Oh, I get it.  It was my mistaken impression that I passed an accident on the highway this morning.  Since I only saw a rim and no tire, it was my mistaken hypothesis that the van's front left tire had blown, rendering the vehicle inoperable.  It is now apparent to me that: (1) it was never a van, but was always a heavily modified, only-non-functioning-to-the-untrained-eye tricycle; (2) the empty rim was just for decoration or for some other purpose that we can't possibly know, given how little we know about motor vehicles; and (3) the driver hadn't lost control and veered wildly into the guardrail, but had instead parked that way for a similarly unknowable purpose.  Gotcha.

  
stevestory



Posts: 13407
Joined: Oct. 2005

(Permalink) Posted: May 12 2006,07:16   

I mean gosh incorygible, that was such a HUGE unfounded assumption. I hope you've learned your lesson. It's equally likely the whole scene with the van was arranged ex nihilo by a magical being for inscrutable reasons. You're so stupid.

   
incorygible



Posts: 374
Joined: Feb. 2006

(Permalink) Posted: May 12 2006,07:26   

Quote (stevestory @ May 12 2006,12:16)
I mean gosh incorygible, that was such a HUGE unfounded assumption. I hope you've learned your lesson. It's equally likely the whole scene with the van was arranged ex nihilo by a magical being for inscrutable reasons. You're so stupid.

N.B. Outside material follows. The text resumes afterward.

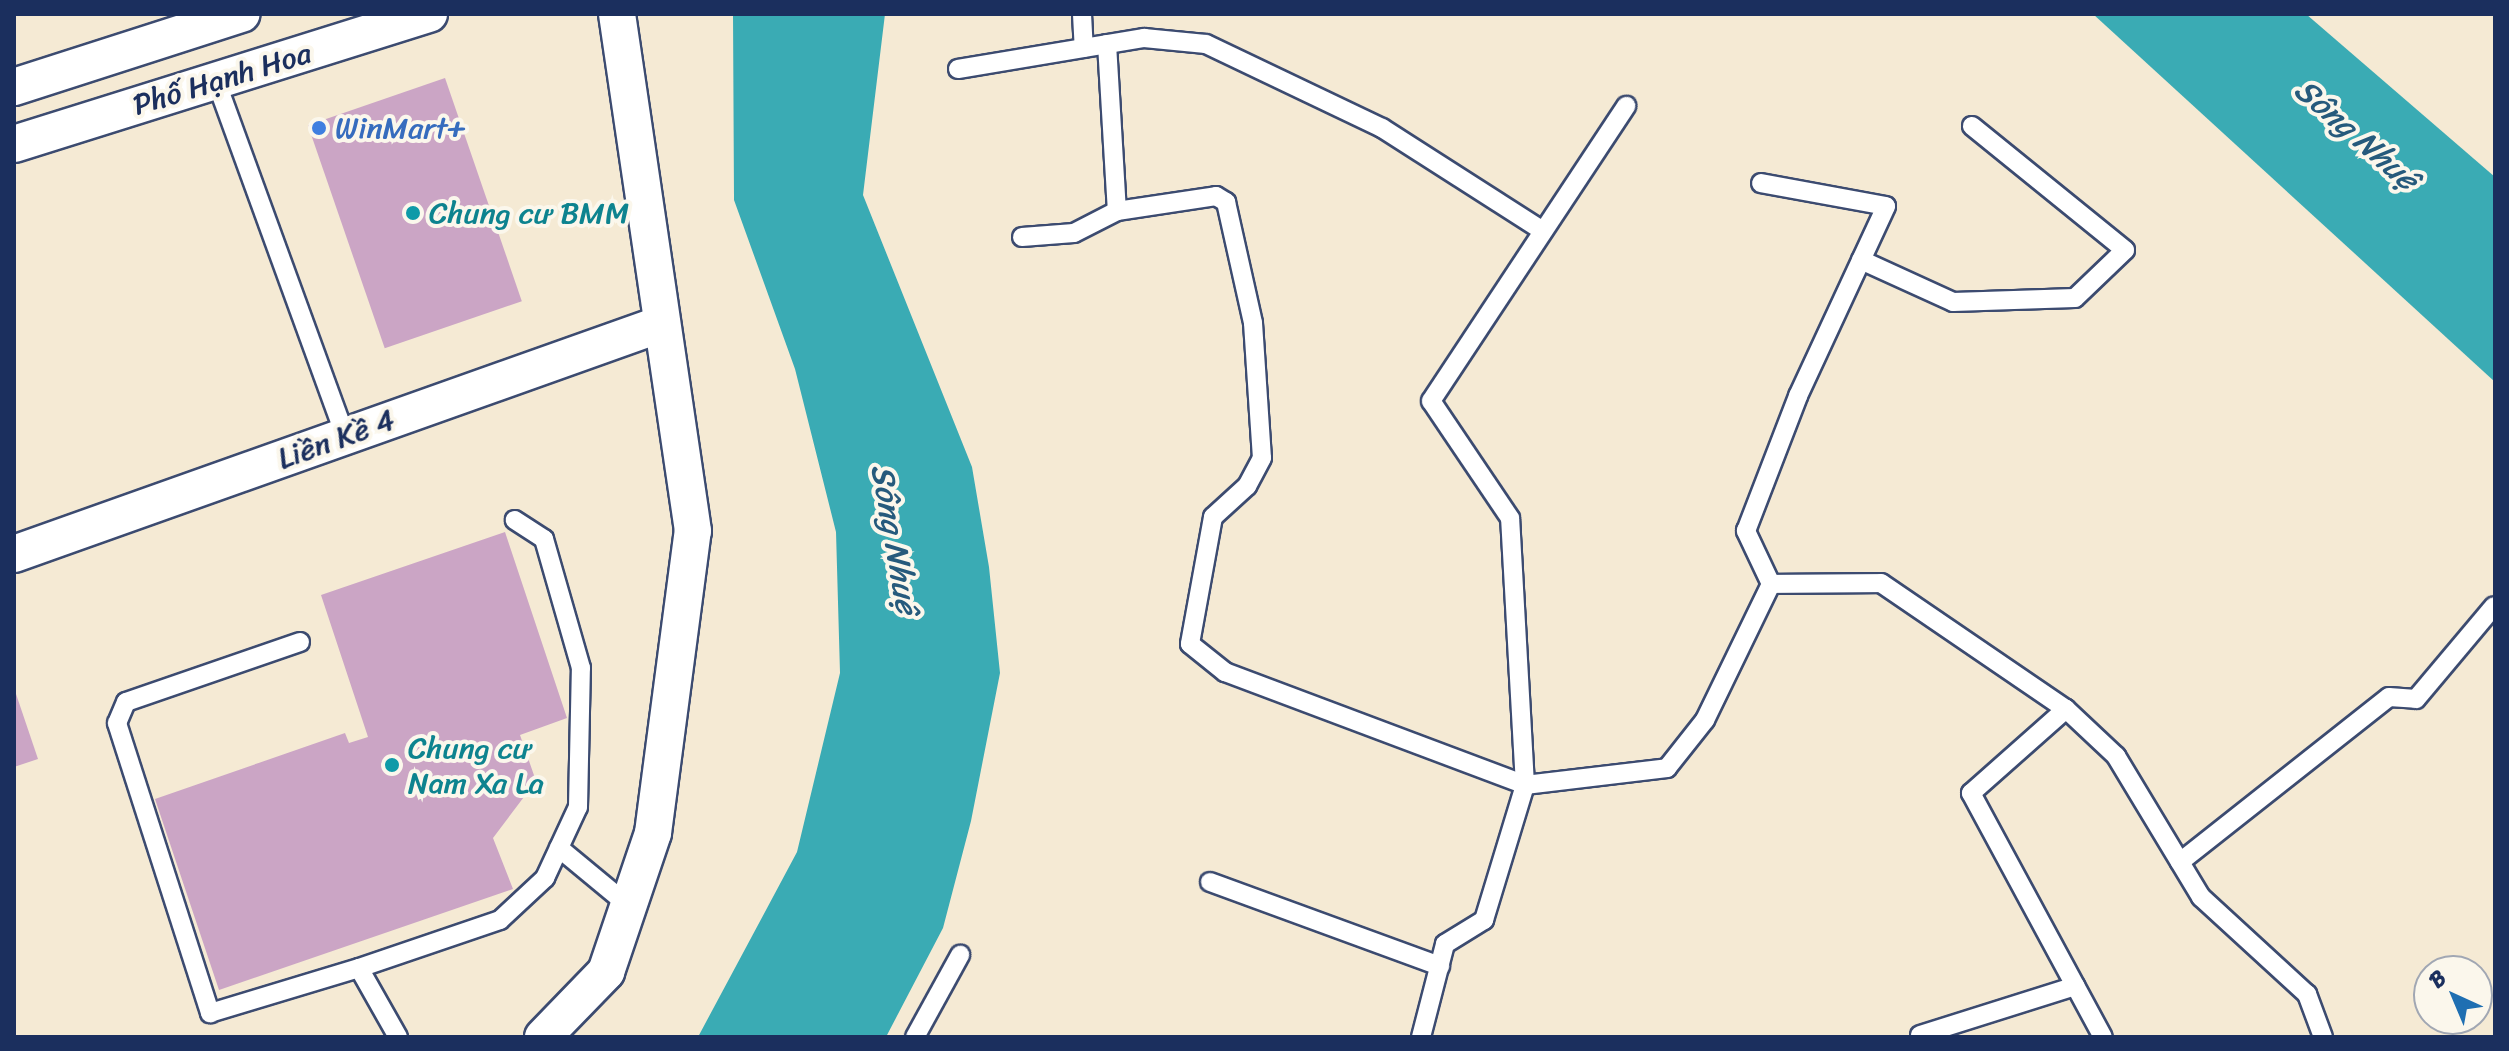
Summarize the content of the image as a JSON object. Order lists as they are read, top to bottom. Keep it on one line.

I know, I know.  However, in my defense, I *did* allow the outside possibility for exactly that.  Maybe some benevolent aerial muse wanted to give me fodder for analogy today.  (####!  Now I'm really dumb!  I just broke the first rule of ID Club and tried to contemplate the motives and properties of an unknowable designer!;)  It was also  *conceivable* that the scene had been designed by a known intelligent agency, perhaps to film a movie or destract authorities from a heist or...  But in my silly scientific fashion, I observed all I could and applied parsimony in the analysis.  Whoops.

  
Mr_Christopher



Posts: 1238
Joined: Jan. 2006

(Permalink) Posted: May 12 2006,07:39   

Whate makes me laff the most is the idiotic assertion by some religionists that goes something like

"If it is true there is not god, then nothing matters, we can rape all the white women and murder is ok"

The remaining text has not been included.